(Supplied material Opens)
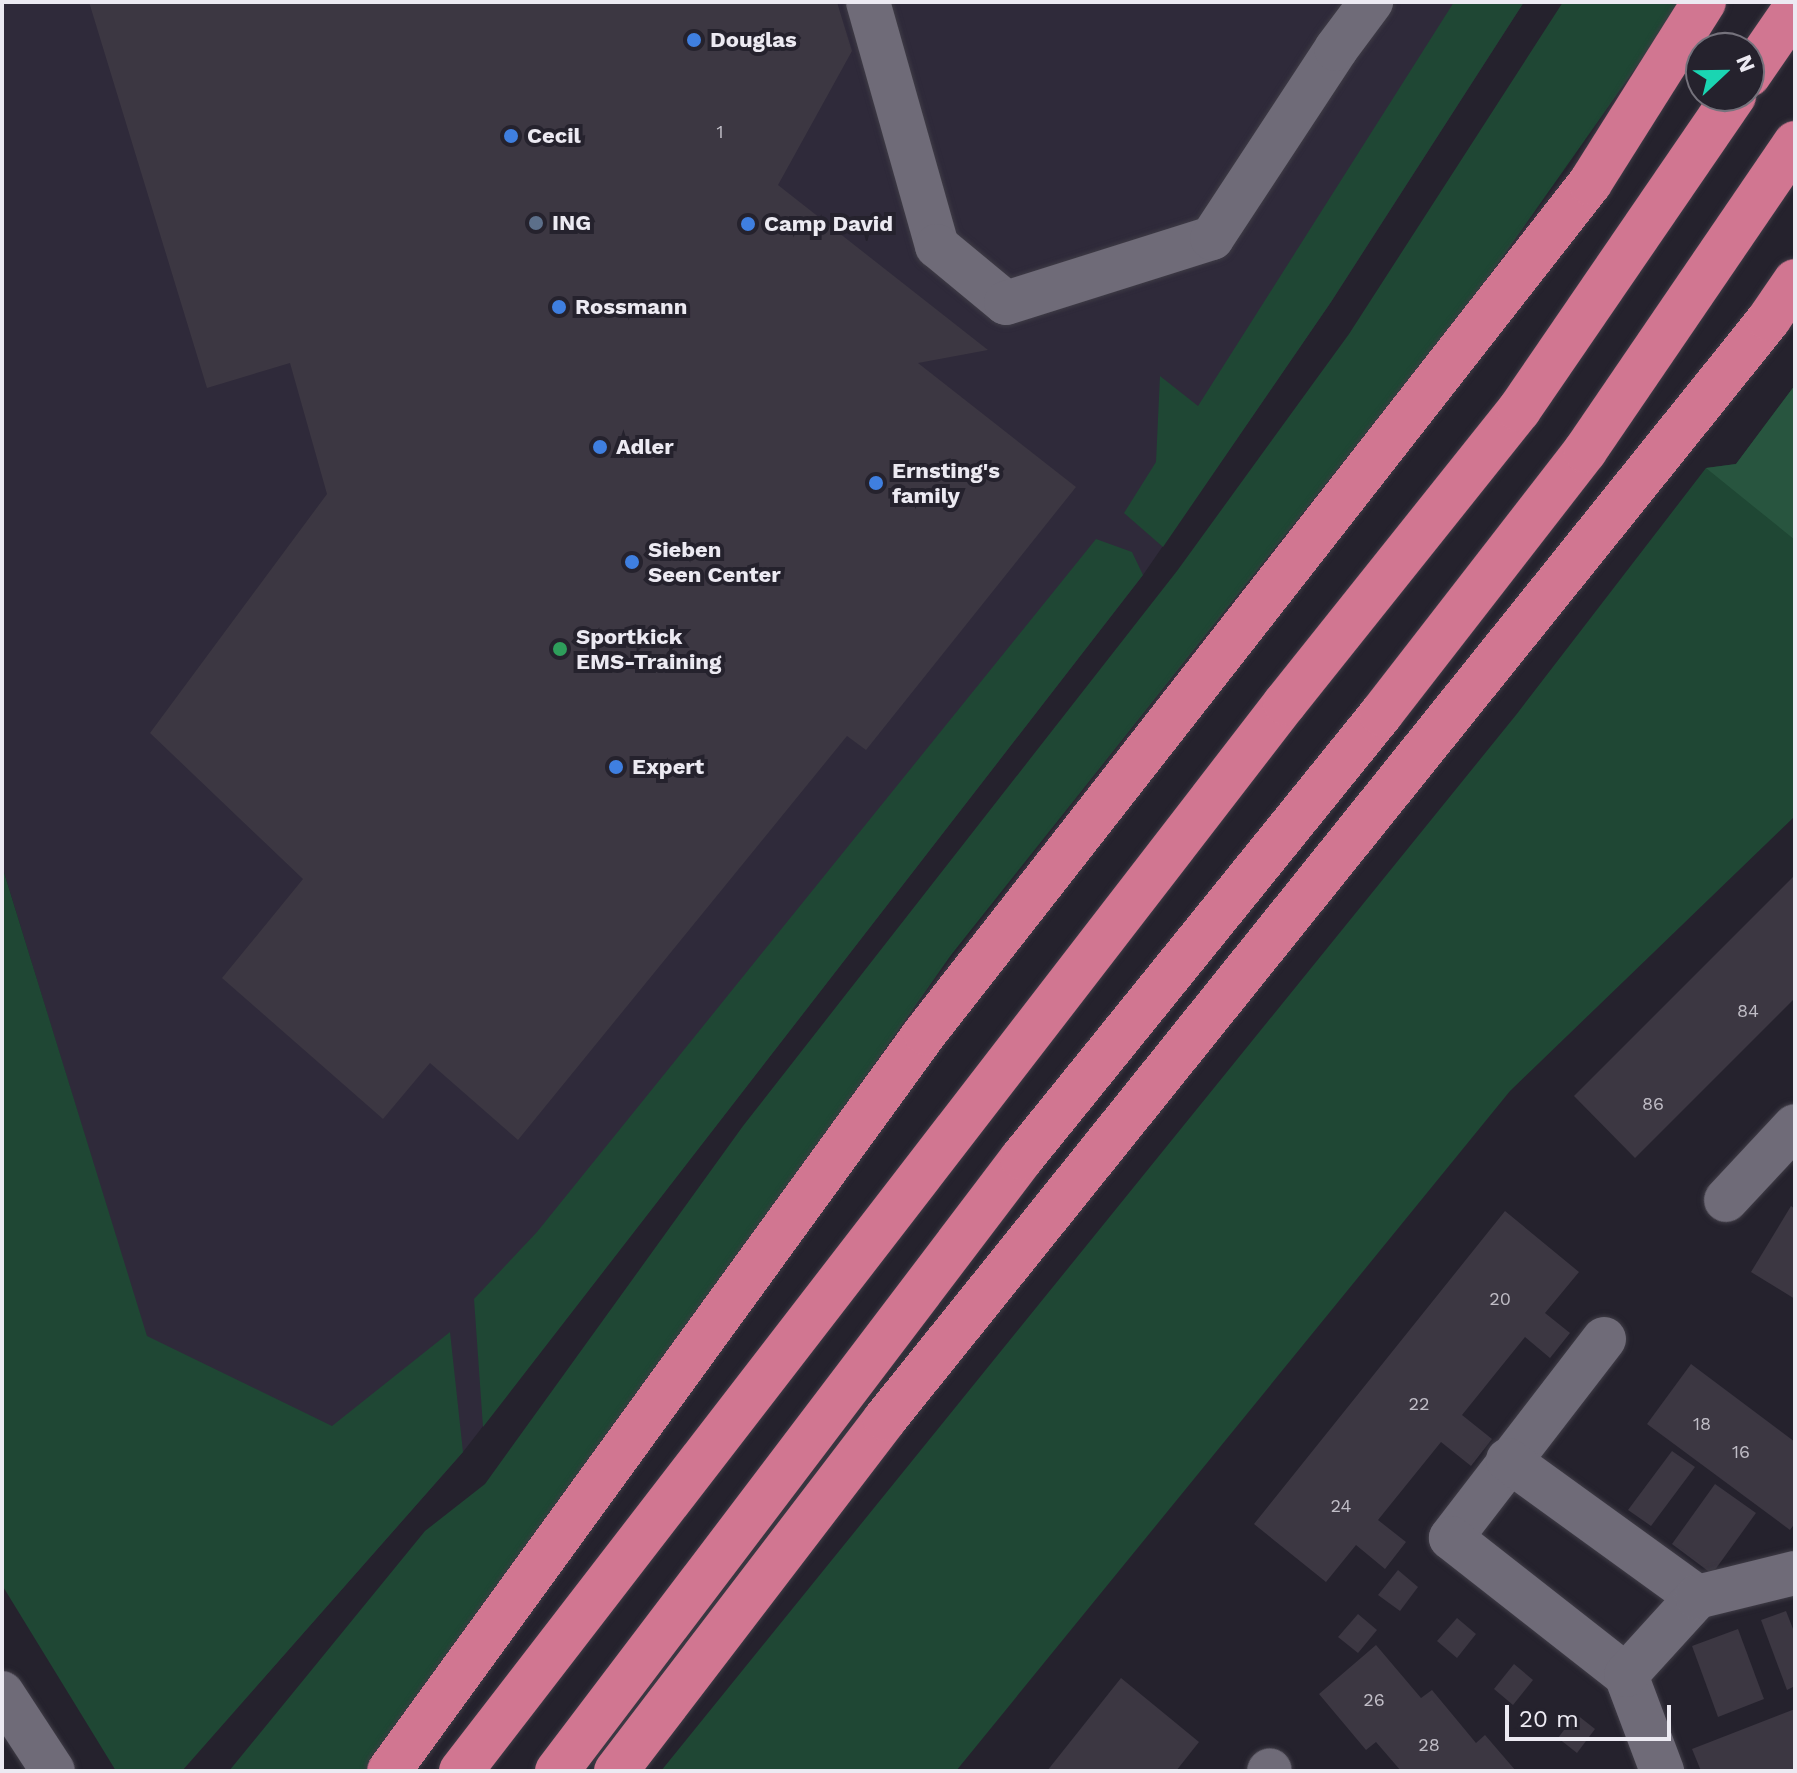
<!DOCTYPE html>
<html>
<head>
<meta charset="utf-8">
<style>
  body { margin:0 }
  #map { position:relative; width:1797px; height:1773px; overflow:hidden; background:#25222d; font-family:"Work Sans",sans-serif }
  div>[style] { position:absolute }
  [style*='--x'] { left:calc(var(--x)*1px); top:calc(var(--y)*1px); width:calc(var(--w)*1px); rotate:calc(var(--a)*1deg) }
  .built>* { inset:0; background:#2f2a3a }
  .green>* { inset:0; background:#1f4734 }
  .forest>* { inset:0; background:#28553f }
  .building>* { inset:0; background:#3c3742 }
  .roads { filter:drop-shadow(0 0 2px #3f3c46) drop-shadow(0 0 2px #3f3c46) }
  .minor>* { height:44px; margin:-22px; padding:0 22px; transform-origin:22px; border-radius:22px; background:#6f6b78 }
  .highway>* { height:44px; margin:-22px; padding:0 22px; transform-origin:22px; border-radius:22px; background:#d17691 }
  .dots>* { width:22px; height:22px; translate:-50% -50%; box-sizing:border-box; border:4px solid #25222d; border-radius:50% }
  span { translate:-50% -50%; white-space:nowrap; text-align:center; line-height:1.15; -webkit-text-stroke:8px #25222d; paint-order:stroke }
  .number-label { font-size:18px; color:#c0bdc6 }
  .number-label span { -webkit-text-stroke-width:0 }
  .poi-label { font-size:22px; color:#eceaf2; font-weight:700 }
  .left { translate:0 -50%; text-align:left }
  .frame { position:absolute; inset:0; border:4px solid #eceaf2; pointer-events:none }
  .north { position:absolute; left:1685px; top:32px; width:80px; height:80px; box-sizing:border-box; background:#25222d; border:2px solid #75727c; border-radius:50%; rotate:68deg; font-size:22px; font-weight:700; line-height:32px; text-align:center; color:#eceaf2 }
  .north::after { content:''; display:block; margin:auto; width:28px; height:36px; background:#1ad5b2; clip-path:polygon(50% 0,100% 100%,50% 72%,0 100%) }
  .scale { position:absolute; left:1505px; top:1705px; width:166px; height:36px; box-sizing:border-box; border:4px solid #eceaf2; border-top:0; padding-left:10px; font-size:24px; line-height:28px; white-space:nowrap; color:#eceaf2; -webkit-text-stroke:6px #25222d; paint-order:stroke }
</style>
</head>
<body>
<div id="map">
  <div class="built">
    <i style="clip-path:polygon(2px 2px,1524px 2px,1331px 302px,1143px 575px,463px 1452px,254px 1689px,2px 866px)"></i>
  </div>
  <div class="green">
    <i style="clip-path:polygon(1454px 2px,1524px 2px,1331px 302px,1163px 547px,1124px 513px,1156px 462px,1160px 376px,1198px 406px)"></i>
    <i style="clip-path:polygon(1563px 2px,1682px 2px,1473px 299px,951px 955px,378px 1771px,229px 1771px,425px 1531px,485px 1484px,743px 1126px,1177px 571px,1349px 334px)"></i>
    <i style="clip-path:polygon(1795px 385px,1795px 816px,1510px 1091px,956px 1771px,661px 1771px,1516px 715px,1706px 468px,1736px 464px)"></i>
    <i style="clip-path:polygon(1096px 539px,1132px 552px,1143px 575px,483px 1427px,474px 1299px,537px 1232px)"></i>
    <i style="clip-path:polygon(2px 866px,147px 1336px,332px 1426px,450px 1332px,463px 1452px,182px 1771px,116px 1771px,2px 1585px)"></i>
  </div>
  <div class="forest">
    <i style="clip-path:polygon(1795px 385px,1795px 540px,1706px 468px,1736px 464px)"></i>
  </div>
  <div class="building">
    <i style="clip-path:polygon(89px 2px,837px 2px,852px 51px,778px 185px,988px 350px,918px 363px,1076px 487px,866px 750px,847px 736px,518px 1140px,430px 1063px,383px 1119px,222px 978px,303px 879px,150px 733px,327px 494px,290px 363px,207px 388px)"></i>
    <i style="clip-path:polygon(1795px 875px,1795px 998px,1635px 1158px,1574px 1096px)"></i>
    <i style="clip-path:polygon(1791px 1206px,1795px 1209px,1795px 1299px,1751px 1272px)"></i>
    <i style="clip-path:polygon(1505px 1211px,1579px 1272px,1545px 1313px,1570px 1333px,1550px 1358px,1525px 1337px,1462px 1415px,1492px 1439px,1471px 1466px,1441px 1442px,1378px 1520px,1406px 1542px,1385px 1569px,1356px 1545px,1326px 1582px,1254px 1524px)"></i>
    <i style="clip-path:polygon(1691px 1364px,1795px 1442px,1795px 1523px,1790px 1530px,1647px 1424px)"></i>
    <i style="clip-path:polygon(1672px 1451px,1695px 1467px,1651px 1526px,1628px 1510px)"></i>
    <i style="clip-path:polygon(1715px 1484px,1756px 1513px,1712px 1574px,1672px 1544px)"></i>
    <i style="clip-path:polygon(1398px 1570px,1418px 1587px,1400px 1611px,1378px 1595px)"></i>
    <i style="clip-path:polygon(1786px 1611px,1795px 1634px,1795px 1686px,1787px 1690px,1761px 1620px)"></i>
    <i style="clip-path:polygon(1358px 1614px,1377px 1630px,1358px 1653px,1338px 1637px)"></i>
    <i style="clip-path:polygon(1457px 1618px,1476px 1634px,1457px 1658px,1437px 1641px)"></i>
    <i style="clip-path:polygon(1738px 1629px,1764px 1699px,1718px 1717px,1692px 1646px)"></i>
    <i style="clip-path:polygon(1376px 1645px,1421px 1698px,1432px 1690px,1476px 1743px,1485px 1735px,1516px 1771px,1401px 1771px,1376px 1742px,1366px 1750px,1319px 1694px)"></i>
    <i style="clip-path:polygon(1514px 1664px,1533px 1680px,1513px 1705px,1494px 1689px)"></i>
    <i style="clip-path:polygon(1121px 1678px,1199px 1742px,1176px 1771px,1047px 1771px)"></i>
    <i style="clip-path:polygon(1795px 1709px,1795px 1771px,1701px 1771px,1692px 1749px)"></i>
    <i style="clip-path:polygon(1576px 1714px,1595px 1729px,1577px 1753px,1558px 1738px)"></i>
  </div>
  <div class="roads">
    <div class="minor">
      <i style="--x:868;--y:2;--w:254;--a:74.2"></i>
      <i style="--x:937;--y:246;--w:89;--a:39.6"></i>
      <i style="--x:1006;--y:303;--w:216;--a:-17.5"></i>
      <i style="--x:1212;--y:238;--w:226;--a:-56.7"></i>
      <i style="--x:1336;--y:49;--w:59;--a:-53.3"></i>
      <i style="--x:1726;--y:1200;--w:101;--a:-47"></i>
      <i style="--x:1604;--y:1339;--w:251;--a:127.6"></i>
      <i style="--x:1451;--y:1538;--w:222;--a:38.1"></i>
      <i style="--x:1626;--y:1675;--w:103;--a:69.4"></i>
      <i style="--x:1508;--y:1460;--w:233;--a:35.9"></i>
      <i style="--x:1626;--y:1675;--w:105;--a:-47.7"></i>
      <i style="--x:1697;--y:1597;--w:101;--a:-13.8"></i>
      <i style="--x:2;--y:1693;--w:93;--a:56.8"></i>
      <i style="--x:1269;--y:1771;--w:1;--a:-45"></i>
    </div>
    <div class="highway">
      <i style="--x:1749;--y:75;--w:81;--a:-55.5"></i>
      <i style="--x:389;--y:1771;--w:912;--a:-54.01"></i>
      <i style="--x:925;--y:1033;--w:1079;--a:-51.96"></i>
      <i style="--x:1590;--y:183;--w:214;--a:-57.8"></i>
      <i style="--x:461;--y:1771;--w:1349;--a:-52.35"></i>
      <i style="--x:1285;--y:703;--w:375;--a:-51.4"></i>
      <i style="--x:1519;--y:410;--w:381;--a:-55.6"></i>
      <i style="--x:557;--y:1771;--w:769;--a:-52.82"></i>
      <i style="--x:1022;--y:1158;--w:571;--a:-51.04"></i>
      <i style="--x:1381;--y:714;--w:333;--a:-52.2"></i>
      <i style="--x:1585;--y:451;--w:373;--a:-55.7"></i>
      <i style="--x:616;--y:1771;--w:443;--a:-52.6"></i>
      <i style="--x:885;--y:1419;--w:1411;--a:-51.21"></i>
      <i style="--x:1769;--y:319;--w:46;--a:-55.6"></i>
    </div>
  </div>
  <div class="dots">
    <i style="left:694px;top:40px;background:#3f7fe0"></i>
    <i style="left:511px;top:136px;background:#3f7fe0"></i>
    <i style="left:536px;top:223px;background:#5c6f8a"></i>
    <i style="left:748px;top:224px;background:#3f7fe0"></i>
    <i style="left:559px;top:307px;background:#3f7fe0"></i>
    <i style="left:600px;top:447px;background:#3f7fe0"></i>
    <i style="left:876px;top:483px;background:#3f7fe0"></i>
    <i style="left:632px;top:562px;background:#3f7fe0"></i>
    <i style="left:560px;top:649px;background:#2e9e5b"></i>
    <i style="left:616px;top:767px;background:#3f7fe0"></i>
  </div>
  <div class="number-label">
    <span style="left:720px;top:132px">1</span>
    <span style="left:1748px;top:1011px">84</span>
    <span style="left:1653px;top:1104px">86</span>
    <span style="left:1500px;top:1299px">20</span>
    <span style="left:1419px;top:1404px">22</span>
    <span style="left:1702px;top:1424px">18</span>
    <span style="left:1741px;top:1452px">16</span>
    <span style="left:1341px;top:1506px">24</span>
    <span style="left:1374px;top:1700px">26</span>
    <span style="left:1429px;top:1745px">28</span>
  </div>
  <div class="poi-label">
    <span class="left" style="left:710px;top:40px">Douglas</span>
    <span class="left" style="left:527px;top:136px">Cecil</span>
    <span class="left" style="left:552px;top:223px">ING</span>
    <span class="left" style="left:764px;top:224px">Camp David</span>
    <span class="left" style="left:575px;top:307px">Rossmann</span>
    <span class="left" style="left:616px;top:447px">Adler</span>
    <span class="left" style="left:892px;top:483px">Ernsting's<br>family</span>
    <span class="left" style="left:648px;top:562px">Sieben<br>Seen Center</span>
    <span class="left" style="left:576px;top:649px">Sportkick<br>EMS-Training</span>
    <span class="left" style="left:632px;top:767px">Expert</span>
  </div>
  <div class="frame"></div>
  <div class="north">N</div>
  <div class="scale">20 m</div>
</div>
</body>
</html>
(Supplied material Closes)
Return the opening line of the data above and every line after it up to and including the line that holds "transform-origin:22px; border-radius:22px; background:#6f6b78"; pictures stay out.

<!DOCTYPE html>
<html>
<head>
<meta charset="utf-8">
<style>
  body { margin:0 }
  #map { position:relative; width:1797px; height:1773px; overflow:hidden; background:#25222d; font-family:"Work Sans",sans-serif }
  div>[style] { position:absolute }
  [style*='--x'] { left:calc(var(--x)*1px); top:calc(var(--y)*1px); width:calc(var(--w)*1px); rotate:calc(var(--a)*1deg) }
  .built>* { inset:0; background:#2f2a3a }
  .green>* { inset:0; background:#1f4734 }
  .forest>* { inset:0; background:#28553f }
  .building>* { inset:0; background:#3c3742 }
  .roads { filter:drop-shadow(0 0 2px #3f3c46) drop-shadow(0 0 2px #3f3c46) }
  .minor>* { height:44px; margin:-22px; padding:0 22px; transform-origin:22px; border-radius:22px; background:#6f6b78 }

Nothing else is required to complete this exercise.